═══ Material supplied ═══

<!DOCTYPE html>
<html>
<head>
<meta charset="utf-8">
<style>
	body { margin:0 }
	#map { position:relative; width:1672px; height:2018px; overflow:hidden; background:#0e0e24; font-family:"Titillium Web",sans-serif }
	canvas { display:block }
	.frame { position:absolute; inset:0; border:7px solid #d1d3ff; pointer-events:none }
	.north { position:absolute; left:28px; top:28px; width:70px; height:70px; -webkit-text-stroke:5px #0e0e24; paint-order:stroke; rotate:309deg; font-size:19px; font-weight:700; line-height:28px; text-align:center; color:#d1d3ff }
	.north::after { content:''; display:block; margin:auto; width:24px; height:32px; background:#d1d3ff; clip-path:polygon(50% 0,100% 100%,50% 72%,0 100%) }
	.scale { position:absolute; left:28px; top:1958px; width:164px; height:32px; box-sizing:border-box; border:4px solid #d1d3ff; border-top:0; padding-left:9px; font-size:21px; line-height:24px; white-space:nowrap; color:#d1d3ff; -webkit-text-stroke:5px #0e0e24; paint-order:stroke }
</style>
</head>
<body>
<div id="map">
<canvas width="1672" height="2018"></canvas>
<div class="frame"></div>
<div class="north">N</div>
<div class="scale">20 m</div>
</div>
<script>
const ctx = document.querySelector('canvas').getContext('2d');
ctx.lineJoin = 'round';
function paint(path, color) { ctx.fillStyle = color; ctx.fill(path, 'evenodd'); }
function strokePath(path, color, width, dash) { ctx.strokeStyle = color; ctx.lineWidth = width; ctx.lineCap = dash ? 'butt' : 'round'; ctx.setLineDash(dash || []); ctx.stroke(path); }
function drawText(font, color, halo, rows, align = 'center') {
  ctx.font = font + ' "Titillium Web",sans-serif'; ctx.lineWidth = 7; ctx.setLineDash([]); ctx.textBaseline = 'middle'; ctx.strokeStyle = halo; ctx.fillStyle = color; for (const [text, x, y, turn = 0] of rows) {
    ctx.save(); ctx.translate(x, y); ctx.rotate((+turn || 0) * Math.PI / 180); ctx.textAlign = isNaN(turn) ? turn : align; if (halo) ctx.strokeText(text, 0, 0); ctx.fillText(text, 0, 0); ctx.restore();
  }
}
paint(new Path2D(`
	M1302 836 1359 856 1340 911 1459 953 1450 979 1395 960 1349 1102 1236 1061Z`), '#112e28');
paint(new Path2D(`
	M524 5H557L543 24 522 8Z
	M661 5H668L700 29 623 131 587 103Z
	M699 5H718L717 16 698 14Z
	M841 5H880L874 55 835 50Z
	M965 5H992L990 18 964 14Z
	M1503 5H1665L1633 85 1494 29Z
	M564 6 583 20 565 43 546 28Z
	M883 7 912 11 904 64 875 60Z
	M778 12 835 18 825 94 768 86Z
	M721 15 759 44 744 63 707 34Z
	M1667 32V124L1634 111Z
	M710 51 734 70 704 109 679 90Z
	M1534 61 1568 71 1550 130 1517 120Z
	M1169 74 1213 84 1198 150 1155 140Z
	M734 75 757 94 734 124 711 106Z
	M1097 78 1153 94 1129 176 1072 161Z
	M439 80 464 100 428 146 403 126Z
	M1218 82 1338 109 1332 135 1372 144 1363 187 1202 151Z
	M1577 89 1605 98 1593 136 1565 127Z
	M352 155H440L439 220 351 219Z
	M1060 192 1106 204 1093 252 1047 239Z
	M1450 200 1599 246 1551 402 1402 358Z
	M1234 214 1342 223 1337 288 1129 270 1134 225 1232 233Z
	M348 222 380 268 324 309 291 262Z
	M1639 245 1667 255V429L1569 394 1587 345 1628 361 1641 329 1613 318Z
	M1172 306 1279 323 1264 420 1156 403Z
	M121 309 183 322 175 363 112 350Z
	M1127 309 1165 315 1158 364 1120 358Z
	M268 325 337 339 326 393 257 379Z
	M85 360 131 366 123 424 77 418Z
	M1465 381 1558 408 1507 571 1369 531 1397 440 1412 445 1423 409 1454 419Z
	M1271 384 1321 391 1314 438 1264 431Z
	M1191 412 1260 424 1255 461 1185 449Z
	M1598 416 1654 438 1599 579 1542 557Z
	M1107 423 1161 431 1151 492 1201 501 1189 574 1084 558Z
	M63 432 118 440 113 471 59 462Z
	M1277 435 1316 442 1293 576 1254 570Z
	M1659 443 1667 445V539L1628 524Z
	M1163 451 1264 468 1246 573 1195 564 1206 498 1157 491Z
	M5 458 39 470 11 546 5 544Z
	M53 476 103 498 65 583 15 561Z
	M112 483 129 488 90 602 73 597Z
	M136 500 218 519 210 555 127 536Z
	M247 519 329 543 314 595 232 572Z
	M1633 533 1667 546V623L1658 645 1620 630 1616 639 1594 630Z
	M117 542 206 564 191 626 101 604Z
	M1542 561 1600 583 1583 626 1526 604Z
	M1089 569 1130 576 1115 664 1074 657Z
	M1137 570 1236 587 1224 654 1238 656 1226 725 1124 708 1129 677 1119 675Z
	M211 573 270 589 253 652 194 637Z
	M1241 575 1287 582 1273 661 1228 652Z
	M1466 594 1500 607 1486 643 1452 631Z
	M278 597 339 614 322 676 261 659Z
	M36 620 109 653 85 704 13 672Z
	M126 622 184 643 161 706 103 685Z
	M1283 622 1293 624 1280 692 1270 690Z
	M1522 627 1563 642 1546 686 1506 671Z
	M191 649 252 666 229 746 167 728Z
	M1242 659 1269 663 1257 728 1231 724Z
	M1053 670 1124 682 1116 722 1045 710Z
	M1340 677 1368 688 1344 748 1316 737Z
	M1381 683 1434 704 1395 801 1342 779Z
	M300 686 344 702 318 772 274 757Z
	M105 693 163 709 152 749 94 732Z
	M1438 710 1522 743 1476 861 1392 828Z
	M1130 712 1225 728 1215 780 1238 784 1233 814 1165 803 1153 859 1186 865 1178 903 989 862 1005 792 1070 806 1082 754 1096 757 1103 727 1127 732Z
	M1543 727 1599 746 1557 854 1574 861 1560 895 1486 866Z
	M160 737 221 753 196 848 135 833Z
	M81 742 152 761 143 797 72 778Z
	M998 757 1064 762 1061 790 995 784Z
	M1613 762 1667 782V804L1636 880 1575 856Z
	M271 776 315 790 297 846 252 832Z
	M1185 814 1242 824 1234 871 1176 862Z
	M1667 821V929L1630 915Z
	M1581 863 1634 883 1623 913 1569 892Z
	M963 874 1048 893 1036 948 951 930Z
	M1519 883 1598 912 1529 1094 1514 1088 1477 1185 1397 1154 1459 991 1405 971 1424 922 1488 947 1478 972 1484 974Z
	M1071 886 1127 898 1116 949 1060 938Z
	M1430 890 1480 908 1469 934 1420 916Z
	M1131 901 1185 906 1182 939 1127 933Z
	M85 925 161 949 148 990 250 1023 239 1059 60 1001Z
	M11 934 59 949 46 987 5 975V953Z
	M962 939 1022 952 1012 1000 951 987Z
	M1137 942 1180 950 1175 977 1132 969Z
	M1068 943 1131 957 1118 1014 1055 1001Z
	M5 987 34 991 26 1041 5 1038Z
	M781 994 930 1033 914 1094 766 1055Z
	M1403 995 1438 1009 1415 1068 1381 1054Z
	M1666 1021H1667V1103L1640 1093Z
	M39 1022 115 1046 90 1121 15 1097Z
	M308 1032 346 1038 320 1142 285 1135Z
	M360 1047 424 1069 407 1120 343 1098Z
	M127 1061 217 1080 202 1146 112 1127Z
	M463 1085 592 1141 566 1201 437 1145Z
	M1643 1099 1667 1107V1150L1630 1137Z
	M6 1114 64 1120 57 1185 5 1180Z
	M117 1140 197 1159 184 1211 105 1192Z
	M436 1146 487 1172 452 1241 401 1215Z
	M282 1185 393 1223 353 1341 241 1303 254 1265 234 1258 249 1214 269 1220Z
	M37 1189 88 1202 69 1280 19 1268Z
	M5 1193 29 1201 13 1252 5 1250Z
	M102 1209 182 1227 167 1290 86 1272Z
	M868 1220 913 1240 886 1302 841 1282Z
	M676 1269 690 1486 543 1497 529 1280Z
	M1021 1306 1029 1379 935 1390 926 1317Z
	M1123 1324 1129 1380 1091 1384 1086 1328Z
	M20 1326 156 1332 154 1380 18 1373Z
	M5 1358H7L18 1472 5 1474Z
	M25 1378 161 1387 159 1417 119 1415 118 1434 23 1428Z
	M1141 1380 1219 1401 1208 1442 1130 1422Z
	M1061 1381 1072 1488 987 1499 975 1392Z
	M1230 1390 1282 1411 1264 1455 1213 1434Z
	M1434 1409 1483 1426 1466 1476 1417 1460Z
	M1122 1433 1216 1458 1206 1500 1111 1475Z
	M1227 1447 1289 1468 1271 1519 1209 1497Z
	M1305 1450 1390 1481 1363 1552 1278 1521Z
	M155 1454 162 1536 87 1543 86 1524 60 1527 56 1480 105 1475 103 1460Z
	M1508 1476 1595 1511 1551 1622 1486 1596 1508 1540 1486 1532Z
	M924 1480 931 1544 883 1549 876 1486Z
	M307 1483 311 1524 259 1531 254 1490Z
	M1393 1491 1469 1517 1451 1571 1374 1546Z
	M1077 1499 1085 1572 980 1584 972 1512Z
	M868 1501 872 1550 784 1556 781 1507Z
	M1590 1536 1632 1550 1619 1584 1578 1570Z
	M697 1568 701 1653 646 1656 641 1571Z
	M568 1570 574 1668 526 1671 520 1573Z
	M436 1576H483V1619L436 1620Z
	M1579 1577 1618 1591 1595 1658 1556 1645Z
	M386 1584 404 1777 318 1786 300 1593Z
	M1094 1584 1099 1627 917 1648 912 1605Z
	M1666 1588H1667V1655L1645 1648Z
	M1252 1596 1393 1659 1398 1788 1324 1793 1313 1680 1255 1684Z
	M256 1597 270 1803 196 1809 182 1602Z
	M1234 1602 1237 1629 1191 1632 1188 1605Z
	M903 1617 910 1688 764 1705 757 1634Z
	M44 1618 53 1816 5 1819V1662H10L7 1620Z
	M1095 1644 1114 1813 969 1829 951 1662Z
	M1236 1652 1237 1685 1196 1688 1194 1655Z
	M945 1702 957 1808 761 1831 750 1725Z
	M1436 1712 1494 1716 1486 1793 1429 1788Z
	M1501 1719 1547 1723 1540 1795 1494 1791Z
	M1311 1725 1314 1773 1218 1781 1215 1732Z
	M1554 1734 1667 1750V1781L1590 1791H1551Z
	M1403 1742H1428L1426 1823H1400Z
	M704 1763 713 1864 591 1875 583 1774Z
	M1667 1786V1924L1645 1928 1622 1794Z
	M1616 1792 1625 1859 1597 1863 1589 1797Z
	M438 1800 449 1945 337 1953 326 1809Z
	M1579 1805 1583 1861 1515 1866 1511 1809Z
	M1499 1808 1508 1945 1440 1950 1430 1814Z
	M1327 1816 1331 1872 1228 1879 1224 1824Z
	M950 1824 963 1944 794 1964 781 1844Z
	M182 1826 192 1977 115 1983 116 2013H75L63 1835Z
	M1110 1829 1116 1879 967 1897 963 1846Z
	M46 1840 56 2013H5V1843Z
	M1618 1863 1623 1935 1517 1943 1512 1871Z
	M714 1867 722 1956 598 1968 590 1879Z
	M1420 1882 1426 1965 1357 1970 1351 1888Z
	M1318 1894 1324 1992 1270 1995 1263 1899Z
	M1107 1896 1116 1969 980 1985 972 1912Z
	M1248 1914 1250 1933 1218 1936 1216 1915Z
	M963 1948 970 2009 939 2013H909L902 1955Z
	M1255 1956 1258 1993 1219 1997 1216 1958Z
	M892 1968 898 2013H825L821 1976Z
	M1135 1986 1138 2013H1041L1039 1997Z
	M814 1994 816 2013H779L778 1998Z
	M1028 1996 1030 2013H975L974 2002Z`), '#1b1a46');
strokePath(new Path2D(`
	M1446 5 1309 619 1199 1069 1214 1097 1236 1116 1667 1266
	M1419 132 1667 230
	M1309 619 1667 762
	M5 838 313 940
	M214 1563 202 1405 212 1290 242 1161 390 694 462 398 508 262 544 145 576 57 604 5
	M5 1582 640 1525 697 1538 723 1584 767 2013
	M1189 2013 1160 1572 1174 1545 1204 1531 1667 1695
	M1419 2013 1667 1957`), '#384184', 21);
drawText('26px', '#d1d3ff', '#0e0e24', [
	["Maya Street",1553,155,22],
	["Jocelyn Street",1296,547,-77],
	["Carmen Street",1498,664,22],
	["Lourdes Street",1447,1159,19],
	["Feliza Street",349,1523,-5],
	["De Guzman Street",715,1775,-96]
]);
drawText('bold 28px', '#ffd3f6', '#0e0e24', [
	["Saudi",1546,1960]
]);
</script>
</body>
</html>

═══

(Work task) Check each line of the entries for the string "Street". Copy the lines that have it.

(Completed task)
	["Maya Street",1553,155,22],
	["Jocelyn Street",1296,547,-77],
	["Carmen Street",1498,664,22],
	["Lourdes Street",1447,1159,19],
	["Feliza Street",349,1523,-5],
	["De Guzman Street",715,1775,-96]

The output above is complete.